# WHY?? Breaking tons of needles during first stitch



## chance (Oct 3, 2007)

Hello, I am using a tajima 1201 and trying to stitch on hats.

However, I am breaking many needles on the first stitch on my design. I am doing a 1.85" "O" in the middle of the hat. 

So I center the needle where I need to and then hold down "start" to walk it the first few stitches, and the needle seems to break every other time when it is doing the first stitch.

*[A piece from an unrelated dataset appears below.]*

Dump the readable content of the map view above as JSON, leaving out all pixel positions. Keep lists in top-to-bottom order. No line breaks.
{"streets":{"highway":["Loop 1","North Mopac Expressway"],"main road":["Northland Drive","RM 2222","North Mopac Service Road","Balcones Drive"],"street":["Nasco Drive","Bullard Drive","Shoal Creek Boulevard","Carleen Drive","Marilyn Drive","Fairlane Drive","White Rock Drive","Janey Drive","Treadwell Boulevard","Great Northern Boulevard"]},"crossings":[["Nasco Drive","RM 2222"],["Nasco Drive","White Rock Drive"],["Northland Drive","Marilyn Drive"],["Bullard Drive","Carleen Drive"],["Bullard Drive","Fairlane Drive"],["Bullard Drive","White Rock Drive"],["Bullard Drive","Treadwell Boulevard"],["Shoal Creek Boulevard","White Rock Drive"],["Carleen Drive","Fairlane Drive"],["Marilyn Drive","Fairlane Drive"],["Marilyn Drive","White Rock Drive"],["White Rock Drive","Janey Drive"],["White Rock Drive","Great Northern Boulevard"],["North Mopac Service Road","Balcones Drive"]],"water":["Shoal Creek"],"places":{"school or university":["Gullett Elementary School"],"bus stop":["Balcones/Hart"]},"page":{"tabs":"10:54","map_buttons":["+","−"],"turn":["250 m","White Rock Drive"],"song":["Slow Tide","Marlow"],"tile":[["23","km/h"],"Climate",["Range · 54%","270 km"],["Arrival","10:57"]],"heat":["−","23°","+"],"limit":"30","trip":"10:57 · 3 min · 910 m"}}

I am stitching on a Port & Company 6-panel structured hat.

PLEASE HELP!!!


----------



## chance (Oct 3, 2007)

And I am using a 75/11 sharp point needle.


----------



## mrblfx (Feb 18, 2009)

not sure but it kinda sounds like the hat is flexing and causing
the needle to bend and then break when it goes to pick up the bobbin thread.I would make sure the hat is hooped snug in the 
cap frame and try that.

JIM


----------



## fishnstk (Oct 12, 2005)

Chance, I am not familiar with your machine, but do you have different needle plates for the machine. Usually one for flats and one for caps. Also is your thread path correct make sure the thread has not come off the tension knob, had this happen several times. The thread got wrapped around underneith and would break the needle everytime. Good luck and hope this helps.


----------



## selanac (Jan 8, 2007)

I'm guessing you have too many stops in your design.


----------



## tfalk (Apr 3, 2008)

Try an 80/12 needle and move the first stitch so it is not on the center seam. What software are you using? Someone should be able to tell you how to adjust the entry point of the design.


----------



## dgeorge (Jan 30, 2011)

if you use the machine flat(border frame)you have the same problem?
for hook timing adj. are some videos at Embroidery Machine Sales and Apparel Decorating Solutions by Hirsch
look if the needle is the middle of needle plate-push down with hand the needle bar and rotate with hand the shaft.
take off the needle plate and look if the movable knife is open or in good position(under the fixed knife)


----------



## chance (Oct 3, 2007)

I figured it out. It was the needle plate. I did not know that I had a different one for hats.

Thanks for all of the help from everyone though!


----------



## digitizewedo (Nov 2, 2010)

is your machine setup for caps, if its breaking on every attempt check that the machine is set up for the right format , there should be something called flat and or cylinder... on some machines its called flat .. and cap.. if the setting is wrong the distance to the bobbin will be wrong for the application and it will snap the needle instantly


----------